**DESCRIPTION OF THE TASK:** Every line of the listing should be repeated exactly.

**GIVEN MATERIAL:**
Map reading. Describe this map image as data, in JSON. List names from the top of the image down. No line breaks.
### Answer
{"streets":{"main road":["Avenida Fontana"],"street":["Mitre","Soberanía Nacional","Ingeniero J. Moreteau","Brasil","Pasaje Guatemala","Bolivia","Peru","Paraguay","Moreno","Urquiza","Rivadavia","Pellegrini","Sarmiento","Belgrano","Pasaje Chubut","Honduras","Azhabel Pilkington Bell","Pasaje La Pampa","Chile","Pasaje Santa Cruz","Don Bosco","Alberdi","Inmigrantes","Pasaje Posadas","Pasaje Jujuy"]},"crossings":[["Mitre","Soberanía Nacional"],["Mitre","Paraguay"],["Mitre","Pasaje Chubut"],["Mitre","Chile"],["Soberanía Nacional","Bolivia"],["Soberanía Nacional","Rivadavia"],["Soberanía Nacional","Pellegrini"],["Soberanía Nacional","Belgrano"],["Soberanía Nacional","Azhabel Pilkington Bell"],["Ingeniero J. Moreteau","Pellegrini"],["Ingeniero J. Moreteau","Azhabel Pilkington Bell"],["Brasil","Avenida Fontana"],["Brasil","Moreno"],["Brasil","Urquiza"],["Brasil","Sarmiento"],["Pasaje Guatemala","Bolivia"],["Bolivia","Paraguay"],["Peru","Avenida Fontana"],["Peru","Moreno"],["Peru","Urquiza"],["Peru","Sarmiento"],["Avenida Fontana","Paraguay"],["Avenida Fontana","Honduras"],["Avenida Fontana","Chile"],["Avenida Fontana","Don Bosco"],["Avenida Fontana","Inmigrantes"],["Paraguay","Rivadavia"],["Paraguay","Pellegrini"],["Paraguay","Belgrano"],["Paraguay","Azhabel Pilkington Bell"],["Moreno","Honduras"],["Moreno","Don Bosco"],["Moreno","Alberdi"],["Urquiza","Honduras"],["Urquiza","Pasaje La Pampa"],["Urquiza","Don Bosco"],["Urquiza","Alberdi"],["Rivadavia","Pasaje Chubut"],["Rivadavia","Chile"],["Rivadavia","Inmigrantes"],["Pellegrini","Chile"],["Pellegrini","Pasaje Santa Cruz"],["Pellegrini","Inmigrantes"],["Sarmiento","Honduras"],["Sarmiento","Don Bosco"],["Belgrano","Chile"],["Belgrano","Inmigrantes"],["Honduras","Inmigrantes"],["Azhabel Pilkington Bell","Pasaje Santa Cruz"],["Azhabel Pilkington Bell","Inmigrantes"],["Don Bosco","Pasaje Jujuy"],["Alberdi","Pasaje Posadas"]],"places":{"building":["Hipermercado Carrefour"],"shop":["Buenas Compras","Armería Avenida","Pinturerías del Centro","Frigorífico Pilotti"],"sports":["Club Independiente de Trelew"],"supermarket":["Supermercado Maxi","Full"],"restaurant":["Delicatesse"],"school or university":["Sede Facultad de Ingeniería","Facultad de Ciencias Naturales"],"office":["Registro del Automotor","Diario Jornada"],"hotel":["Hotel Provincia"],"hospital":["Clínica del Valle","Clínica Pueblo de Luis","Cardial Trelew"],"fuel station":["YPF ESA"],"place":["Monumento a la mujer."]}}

**EXERCISE ANSWER:**
Map reading. Describe this map image as data, in JSON. List names from the top of the image down. No line breaks.
### Answer
{"streets":{"main road":["Avenida Fontana"],"street":["Mitre","Soberanía Nacional","Ingeniero J. Moreteau","Brasil","Pasaje Guatemala","Bolivia","Peru","Paraguay","Moreno","Urquiza","Rivadavia","Pellegrini","Sarmiento","Belgrano","Pasaje Chubut","Honduras","Azhabel Pilkington Bell","Pasaje La Pampa","Chile","Pasaje Santa Cruz","Don Bosco","Alberdi","Inmigrantes","Pasaje Posadas","Pasaje Jujuy"]},"crossings":[["Mitre","Soberanía Nacional"],["Mitre","Paraguay"],["Mitre","Pasaje Chubut"],["Mitre","Chile"],["Soberanía Nacional","Bolivia"],["Soberanía Nacional","Rivadavia"],["Soberanía Nacional","Pellegrini"],["Soberanía Nacional","Belgrano"],["Soberanía Nacional","Azhabel Pilkington Bell"],["Ingeniero J. Moreteau","Pellegrini"],["Ingeniero J. Moreteau","Azhabel Pilkington Bell"],["Brasil","Avenida Fontana"],["Brasil","Moreno"],["Brasil","Urquiza"],["Brasil","Sarmiento"],["Pasaje Guatemala","Bolivia"],["Bolivia","Paraguay"],["Peru","Avenida Fontana"],["Peru","Moreno"],["Peru","Urquiza"],["Peru","Sarmiento"],["Avenida Fontana","Paraguay"],["Avenida Fontana","Honduras"],["Avenida Fontana","Chile"],["Avenida Fontana","Don Bosco"],["Avenida Fontana","Inmigrantes"],["Paraguay","Rivadavia"],["Paraguay","Pellegrini"],["Paraguay","Belgrano"],["Paraguay","Azhabel Pilkington Bell"],["Moreno","Honduras"],["Moreno","Don Bosco"],["Moreno","Alberdi"],["Urquiza","Honduras"],["Urquiza","Pasaje La Pampa"],["Urquiza","Don Bosco"],["Urquiza","Alberdi"],["Rivadavia","Pasaje Chubut"],["Rivadavia","Chile"],["Rivadavia","Inmigrantes"],["Pellegrini","Chile"],["Pellegrini","Pasaje Santa Cruz"],["Pellegrini","Inmigrantes"],["Sarmiento","Honduras"],["Sarmiento","Don Bosco"],["Belgrano","Chile"],["Belgrano","Inmigrantes"],["Honduras","Inmigrantes"],["Azhabel Pilkington Bell","Pasaje Santa Cruz"],["Azhabel Pilkington Bell","Inmigrantes"],["Don Bosco","Pasaje Jujuy"],["Alberdi","Pasaje Posadas"]],"places":{"building":["Hipermercado Carrefour"],"shop":["Buenas Compras","Armería Avenida","Pinturerías del Centro","Frigorífico Pilotti"],"sports":["Club Independiente de Trelew"],"supermarket":["Supermercado Maxi","Full"],"restaurant":["Delicatesse"],"school or university":["Sede Facultad de Ingeniería","Facultad de Ciencias Naturales"],"office":["Registro del Automotor","Diario Jornada"],"hotel":["Hotel Provincia"],"hospital":["Clínica del Valle","Clínica Pueblo de Luis","Cardial Trelew"],"fuel station":["YPF ESA"],"place":["Monumento a la mujer."]}}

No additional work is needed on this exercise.